Il fit semblant de ne l’avoir point vue, et ils se considérèrent quelques secondes, au fond du miroir, s’observant, s’épiant avant de se trouver face à face.

Il se retourna. Elle n’avait point bougé, et semblait attendre. Il s’élança, balbutiant : — Comme je vous aime ! comme je vous aime ! — Elle ouvrit les bras, et tomba sur sa poitrine ; puis, ayant levé la tête vers lui, ils s’embrassèrent longtemps.

Il pensait : « C’est plus facile que je n’aurais cru. Ça va très bien. » Et, leurs lèvres s’étant séparées, il souriait, sans dire un mot, en tâchant de mettre dans son regard une infinité d’amour.

Elle aussi souriait, de ce sourire qu’elles ont pour offrir leur désir, leur consentement, leur volonté de se donner. Elle murmura : — Nous sommes seuls. J’ai envoyé Laurine déjeuner chez une camarade.

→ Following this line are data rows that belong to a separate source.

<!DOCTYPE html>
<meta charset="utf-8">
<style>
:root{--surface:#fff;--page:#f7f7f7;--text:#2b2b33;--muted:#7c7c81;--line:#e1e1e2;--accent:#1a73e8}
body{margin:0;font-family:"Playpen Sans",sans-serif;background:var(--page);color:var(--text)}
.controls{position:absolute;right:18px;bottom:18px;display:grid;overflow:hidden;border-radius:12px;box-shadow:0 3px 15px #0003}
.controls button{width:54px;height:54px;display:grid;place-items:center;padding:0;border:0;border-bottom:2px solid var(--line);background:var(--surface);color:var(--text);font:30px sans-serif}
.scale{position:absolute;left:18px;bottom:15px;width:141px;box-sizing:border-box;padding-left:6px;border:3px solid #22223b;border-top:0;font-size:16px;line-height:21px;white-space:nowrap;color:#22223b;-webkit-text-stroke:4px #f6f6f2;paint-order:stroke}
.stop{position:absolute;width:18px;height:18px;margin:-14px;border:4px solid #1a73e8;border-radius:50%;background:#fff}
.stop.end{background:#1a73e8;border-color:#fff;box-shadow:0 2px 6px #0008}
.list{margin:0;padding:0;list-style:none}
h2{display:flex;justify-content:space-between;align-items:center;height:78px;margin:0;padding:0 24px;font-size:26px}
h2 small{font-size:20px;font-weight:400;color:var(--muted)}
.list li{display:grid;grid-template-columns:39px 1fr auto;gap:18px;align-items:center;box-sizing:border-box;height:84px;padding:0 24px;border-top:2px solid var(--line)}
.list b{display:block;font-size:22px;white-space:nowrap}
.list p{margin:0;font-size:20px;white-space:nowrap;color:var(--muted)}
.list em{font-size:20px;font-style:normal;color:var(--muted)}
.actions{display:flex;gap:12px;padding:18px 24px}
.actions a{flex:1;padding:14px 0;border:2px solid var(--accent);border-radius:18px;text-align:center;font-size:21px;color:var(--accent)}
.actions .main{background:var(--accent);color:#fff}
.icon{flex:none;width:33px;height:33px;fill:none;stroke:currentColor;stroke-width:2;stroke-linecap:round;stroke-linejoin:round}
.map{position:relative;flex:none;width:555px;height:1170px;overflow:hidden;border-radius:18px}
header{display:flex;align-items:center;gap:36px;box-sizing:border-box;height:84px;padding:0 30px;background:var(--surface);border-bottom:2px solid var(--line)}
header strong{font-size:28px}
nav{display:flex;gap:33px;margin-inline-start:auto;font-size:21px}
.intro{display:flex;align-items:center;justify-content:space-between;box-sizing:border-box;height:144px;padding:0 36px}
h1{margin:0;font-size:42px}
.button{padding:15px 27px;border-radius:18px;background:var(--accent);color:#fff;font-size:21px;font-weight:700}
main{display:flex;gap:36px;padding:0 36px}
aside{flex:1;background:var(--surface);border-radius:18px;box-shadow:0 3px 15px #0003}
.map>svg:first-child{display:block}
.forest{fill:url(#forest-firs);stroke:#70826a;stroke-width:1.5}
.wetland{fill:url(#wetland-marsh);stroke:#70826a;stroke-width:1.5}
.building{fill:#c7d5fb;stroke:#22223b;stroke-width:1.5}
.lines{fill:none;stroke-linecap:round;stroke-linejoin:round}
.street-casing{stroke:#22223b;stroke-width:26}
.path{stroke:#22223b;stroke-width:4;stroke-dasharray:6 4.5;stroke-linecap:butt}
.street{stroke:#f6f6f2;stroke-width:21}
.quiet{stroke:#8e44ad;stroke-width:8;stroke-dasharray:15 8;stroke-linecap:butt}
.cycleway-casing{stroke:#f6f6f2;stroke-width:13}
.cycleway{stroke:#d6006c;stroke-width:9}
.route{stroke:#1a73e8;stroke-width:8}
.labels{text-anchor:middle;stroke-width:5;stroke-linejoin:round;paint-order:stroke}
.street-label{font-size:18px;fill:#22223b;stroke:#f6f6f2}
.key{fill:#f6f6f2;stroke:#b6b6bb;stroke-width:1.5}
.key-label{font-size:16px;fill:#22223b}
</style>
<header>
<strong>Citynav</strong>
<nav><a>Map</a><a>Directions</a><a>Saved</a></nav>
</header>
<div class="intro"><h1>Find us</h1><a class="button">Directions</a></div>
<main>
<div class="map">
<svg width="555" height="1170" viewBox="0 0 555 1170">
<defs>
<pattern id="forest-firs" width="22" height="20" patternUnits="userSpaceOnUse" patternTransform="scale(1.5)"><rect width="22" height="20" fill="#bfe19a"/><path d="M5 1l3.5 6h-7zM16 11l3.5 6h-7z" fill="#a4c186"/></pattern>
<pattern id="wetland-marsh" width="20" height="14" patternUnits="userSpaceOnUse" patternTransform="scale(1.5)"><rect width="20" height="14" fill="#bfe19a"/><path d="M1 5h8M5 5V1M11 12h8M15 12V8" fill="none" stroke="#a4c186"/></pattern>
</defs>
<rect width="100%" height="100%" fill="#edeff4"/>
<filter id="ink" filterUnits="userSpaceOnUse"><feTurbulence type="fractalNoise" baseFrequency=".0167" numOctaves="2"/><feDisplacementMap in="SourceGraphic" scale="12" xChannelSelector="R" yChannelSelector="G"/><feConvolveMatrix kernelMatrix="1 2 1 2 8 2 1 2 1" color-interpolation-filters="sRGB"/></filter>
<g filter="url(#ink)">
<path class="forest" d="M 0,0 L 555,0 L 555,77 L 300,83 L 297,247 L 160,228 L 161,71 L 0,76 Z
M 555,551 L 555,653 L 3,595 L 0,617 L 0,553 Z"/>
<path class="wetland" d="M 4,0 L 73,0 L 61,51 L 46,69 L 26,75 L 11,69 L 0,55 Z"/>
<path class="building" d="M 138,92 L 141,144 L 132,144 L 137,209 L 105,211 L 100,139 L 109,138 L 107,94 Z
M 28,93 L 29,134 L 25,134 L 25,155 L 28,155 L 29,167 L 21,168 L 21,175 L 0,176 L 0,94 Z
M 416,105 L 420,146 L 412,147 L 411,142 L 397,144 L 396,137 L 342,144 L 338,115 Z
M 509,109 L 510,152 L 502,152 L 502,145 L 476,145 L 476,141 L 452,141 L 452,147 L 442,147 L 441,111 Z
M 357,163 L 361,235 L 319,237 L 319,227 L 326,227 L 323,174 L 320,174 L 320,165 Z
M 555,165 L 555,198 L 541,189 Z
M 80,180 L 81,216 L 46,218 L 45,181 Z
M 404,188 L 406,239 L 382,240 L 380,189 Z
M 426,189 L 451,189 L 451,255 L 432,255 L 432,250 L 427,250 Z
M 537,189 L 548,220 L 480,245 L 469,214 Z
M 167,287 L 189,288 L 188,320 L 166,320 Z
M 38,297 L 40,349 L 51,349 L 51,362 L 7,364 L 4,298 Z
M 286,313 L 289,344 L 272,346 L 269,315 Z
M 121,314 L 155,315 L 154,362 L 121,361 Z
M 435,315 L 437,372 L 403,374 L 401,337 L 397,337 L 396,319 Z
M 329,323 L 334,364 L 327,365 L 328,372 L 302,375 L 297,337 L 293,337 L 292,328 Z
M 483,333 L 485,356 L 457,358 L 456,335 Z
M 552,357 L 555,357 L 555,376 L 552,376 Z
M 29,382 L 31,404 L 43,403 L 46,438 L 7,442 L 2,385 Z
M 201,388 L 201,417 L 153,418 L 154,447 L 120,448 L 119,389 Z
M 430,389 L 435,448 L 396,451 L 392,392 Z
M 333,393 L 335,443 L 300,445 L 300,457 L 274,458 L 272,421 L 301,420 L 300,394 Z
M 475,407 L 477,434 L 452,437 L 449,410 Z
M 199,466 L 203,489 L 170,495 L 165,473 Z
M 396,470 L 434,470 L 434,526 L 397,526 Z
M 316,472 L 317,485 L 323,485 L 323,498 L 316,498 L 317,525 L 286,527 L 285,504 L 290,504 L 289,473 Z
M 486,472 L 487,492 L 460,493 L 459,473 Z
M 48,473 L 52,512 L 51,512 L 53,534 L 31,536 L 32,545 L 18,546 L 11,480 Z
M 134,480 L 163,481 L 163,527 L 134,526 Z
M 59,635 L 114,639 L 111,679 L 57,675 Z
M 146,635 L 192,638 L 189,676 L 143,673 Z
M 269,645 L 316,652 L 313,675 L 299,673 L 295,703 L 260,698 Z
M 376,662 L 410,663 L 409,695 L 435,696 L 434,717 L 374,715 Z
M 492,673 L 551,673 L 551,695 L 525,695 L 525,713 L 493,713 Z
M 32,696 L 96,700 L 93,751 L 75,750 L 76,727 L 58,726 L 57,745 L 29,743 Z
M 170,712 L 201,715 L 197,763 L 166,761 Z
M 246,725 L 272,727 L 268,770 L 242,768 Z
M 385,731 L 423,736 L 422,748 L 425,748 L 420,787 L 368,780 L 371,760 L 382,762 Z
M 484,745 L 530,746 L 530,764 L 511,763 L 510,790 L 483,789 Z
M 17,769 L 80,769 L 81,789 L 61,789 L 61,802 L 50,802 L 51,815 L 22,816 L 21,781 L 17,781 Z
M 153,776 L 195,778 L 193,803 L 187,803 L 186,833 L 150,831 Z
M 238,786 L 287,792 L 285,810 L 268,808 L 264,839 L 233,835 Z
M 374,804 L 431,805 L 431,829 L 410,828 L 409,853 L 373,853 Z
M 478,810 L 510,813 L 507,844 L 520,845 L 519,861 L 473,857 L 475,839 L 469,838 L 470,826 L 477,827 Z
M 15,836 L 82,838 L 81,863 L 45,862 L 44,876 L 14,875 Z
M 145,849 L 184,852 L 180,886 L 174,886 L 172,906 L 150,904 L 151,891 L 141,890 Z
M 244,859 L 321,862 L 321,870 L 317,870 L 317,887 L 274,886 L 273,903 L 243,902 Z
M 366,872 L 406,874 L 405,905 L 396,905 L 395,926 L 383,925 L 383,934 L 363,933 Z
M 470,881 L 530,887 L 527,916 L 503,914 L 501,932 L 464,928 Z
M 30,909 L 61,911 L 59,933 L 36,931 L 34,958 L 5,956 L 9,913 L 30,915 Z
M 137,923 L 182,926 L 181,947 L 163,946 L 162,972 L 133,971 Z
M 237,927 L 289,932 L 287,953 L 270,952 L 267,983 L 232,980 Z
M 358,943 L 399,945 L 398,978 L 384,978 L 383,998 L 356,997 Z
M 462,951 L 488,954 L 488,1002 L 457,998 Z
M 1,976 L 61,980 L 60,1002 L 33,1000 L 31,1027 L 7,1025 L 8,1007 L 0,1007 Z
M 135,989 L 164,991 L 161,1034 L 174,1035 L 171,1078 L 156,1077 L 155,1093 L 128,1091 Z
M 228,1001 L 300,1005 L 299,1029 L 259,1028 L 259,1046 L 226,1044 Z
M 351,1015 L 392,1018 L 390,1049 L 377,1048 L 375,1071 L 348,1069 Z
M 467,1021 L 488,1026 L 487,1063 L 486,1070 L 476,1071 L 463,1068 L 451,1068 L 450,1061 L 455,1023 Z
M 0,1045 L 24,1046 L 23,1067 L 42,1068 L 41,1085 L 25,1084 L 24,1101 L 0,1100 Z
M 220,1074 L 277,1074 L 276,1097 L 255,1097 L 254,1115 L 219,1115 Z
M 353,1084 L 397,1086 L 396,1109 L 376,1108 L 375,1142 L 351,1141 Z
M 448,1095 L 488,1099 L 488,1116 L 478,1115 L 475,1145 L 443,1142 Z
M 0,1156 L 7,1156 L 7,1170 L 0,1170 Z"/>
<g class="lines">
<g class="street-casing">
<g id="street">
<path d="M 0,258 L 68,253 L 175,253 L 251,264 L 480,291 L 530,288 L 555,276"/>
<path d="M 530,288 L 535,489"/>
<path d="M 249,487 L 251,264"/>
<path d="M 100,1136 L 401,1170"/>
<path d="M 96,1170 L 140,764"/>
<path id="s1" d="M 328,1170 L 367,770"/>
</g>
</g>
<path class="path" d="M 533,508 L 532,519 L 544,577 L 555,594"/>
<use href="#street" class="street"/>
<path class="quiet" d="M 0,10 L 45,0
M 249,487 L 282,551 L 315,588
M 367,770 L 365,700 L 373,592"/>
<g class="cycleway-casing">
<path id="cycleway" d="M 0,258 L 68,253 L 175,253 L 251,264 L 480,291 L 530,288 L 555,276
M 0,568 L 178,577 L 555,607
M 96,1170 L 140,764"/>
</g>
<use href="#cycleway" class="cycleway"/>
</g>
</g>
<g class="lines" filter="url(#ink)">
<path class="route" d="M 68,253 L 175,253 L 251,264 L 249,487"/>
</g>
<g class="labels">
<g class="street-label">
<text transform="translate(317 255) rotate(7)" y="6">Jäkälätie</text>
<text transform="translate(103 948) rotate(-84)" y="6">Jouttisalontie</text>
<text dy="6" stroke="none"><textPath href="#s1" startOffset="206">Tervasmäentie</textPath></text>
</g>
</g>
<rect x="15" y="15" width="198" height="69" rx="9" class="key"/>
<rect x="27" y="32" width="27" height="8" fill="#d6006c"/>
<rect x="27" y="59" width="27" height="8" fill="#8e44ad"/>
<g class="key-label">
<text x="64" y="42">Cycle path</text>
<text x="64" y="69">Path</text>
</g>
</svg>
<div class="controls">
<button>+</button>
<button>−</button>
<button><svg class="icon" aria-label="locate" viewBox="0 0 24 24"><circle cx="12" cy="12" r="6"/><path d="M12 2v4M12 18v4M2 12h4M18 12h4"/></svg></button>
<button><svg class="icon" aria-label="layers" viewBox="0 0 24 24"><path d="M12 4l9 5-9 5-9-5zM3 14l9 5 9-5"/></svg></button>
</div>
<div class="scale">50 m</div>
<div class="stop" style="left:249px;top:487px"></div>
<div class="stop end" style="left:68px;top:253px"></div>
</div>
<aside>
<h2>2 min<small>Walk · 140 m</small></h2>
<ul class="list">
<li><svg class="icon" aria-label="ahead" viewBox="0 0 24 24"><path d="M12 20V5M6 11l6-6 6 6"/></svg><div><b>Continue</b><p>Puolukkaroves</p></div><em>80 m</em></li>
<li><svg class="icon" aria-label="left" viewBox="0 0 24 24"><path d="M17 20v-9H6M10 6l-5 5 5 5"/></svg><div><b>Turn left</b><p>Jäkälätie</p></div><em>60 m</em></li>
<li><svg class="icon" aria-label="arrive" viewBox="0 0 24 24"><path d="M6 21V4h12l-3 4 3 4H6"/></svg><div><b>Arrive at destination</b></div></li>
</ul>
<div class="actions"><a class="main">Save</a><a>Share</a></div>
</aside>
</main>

Il soupira, en lui baisant les poignets : — Merci, je vous adore.

Alors elle lui prit le bras, comme s’il eût été son mari, pour aller jusqu’au canapé où ils s’assirent côte à côte.

Il lui fallait un début de causerie habile et séduisant ; ne le découvrant point à son gré, il balbutia :

— Alors vous ne m’en voulez pas trop ?

Elle lui mit une main sur la bouche :

— Tais-toi !

Ils demeurèrent silencieux, les regards mêlés, les doigts enlacés et brûlants.

— Comme je vous désirais ! dit-il.

Elle répéta : — Tais-toi.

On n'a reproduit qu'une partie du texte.